Name		Name	Last commit message	Last commit date
parent directory ..
README.md		README.md
autoencoder_benchmark.py		autoencoder_benchmark.py
autoencoder_data.py		autoencoder_data.py
autoencoder_main.py		autoencoder_main.py
autoencoder_model.py		autoencoder_model.py
requirements.txt		requirements.txt
test_autoencoder.py		test_autoencoder.py
util.py		util.py

README.md

Graphcore benchmarks: autoencoder (training and inference)
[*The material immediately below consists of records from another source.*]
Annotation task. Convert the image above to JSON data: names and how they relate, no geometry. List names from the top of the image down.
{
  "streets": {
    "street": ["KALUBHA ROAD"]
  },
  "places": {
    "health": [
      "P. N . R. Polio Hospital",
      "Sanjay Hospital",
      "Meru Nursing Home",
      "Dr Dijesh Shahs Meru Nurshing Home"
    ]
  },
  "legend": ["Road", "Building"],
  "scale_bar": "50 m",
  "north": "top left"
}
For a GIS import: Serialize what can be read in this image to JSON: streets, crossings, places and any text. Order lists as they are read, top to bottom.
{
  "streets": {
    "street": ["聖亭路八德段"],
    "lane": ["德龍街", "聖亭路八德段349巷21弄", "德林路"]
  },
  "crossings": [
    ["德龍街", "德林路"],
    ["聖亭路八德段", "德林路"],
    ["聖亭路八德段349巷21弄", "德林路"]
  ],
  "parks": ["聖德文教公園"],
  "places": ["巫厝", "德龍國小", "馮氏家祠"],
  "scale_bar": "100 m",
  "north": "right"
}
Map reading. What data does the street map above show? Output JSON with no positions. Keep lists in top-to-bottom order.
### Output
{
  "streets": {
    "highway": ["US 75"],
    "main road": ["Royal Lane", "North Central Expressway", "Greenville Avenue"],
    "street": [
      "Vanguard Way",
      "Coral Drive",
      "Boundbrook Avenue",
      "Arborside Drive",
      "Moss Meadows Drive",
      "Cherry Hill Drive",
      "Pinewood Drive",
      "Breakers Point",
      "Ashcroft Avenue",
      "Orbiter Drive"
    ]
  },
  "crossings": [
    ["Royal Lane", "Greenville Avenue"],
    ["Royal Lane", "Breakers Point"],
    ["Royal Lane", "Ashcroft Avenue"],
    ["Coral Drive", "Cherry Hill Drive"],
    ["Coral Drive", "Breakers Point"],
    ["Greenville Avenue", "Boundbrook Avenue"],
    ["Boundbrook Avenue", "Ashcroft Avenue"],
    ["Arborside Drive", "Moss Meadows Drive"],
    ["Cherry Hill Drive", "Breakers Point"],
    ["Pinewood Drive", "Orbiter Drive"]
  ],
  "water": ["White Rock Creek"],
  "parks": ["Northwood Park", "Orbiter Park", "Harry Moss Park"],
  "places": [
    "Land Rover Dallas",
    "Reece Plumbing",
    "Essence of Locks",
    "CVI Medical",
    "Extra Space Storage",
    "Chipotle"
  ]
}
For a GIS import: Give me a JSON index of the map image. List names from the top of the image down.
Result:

This readme describes how to run a TensorFlow autoencoder model on an IPU for both training and inference and how to interpret the results. At least 10 GB free on disk for caching is required to run this example.

Overview

Autoencoder models can be used to perform collaborative filtering in recommender systems in order to provide useful predictions, for example recommending films for Netflix users based on their (and other users) previous experiences. This autoencoder model shows significant improvement in results compared to previous models on a Netflix dataset. The model architecture is a deep autoencoder with 6 fully connected layers and a constrained decoder. Dense re-feeding is used for training to overcome the sparseness of data in collaborative filtering. It is implemented in TensorFlow with a model size of about 10 million parameters. This model is taken from the paper “Training Deep AutoEncoders for Collaborative Filtering” https://arxiv.org/pdf/1708.01715.pdf.

Autoencoder model

Regularisation techniques such as dropout are used to prevent over-fitting. The model implementation also uses loss scaling and mixed precision. Stochastic rounding techniques on the IPU enable the use of low precision fp16.16 for optimisation.

Dataset

The autoencoder model uses the Netflix Prize training dataset, as shown below. Please note that the dataset can be downloaded separately from this web page: Netflix Prize Data Set. If the path to training data file is not specified, random data generated on the host will be used by the scripts.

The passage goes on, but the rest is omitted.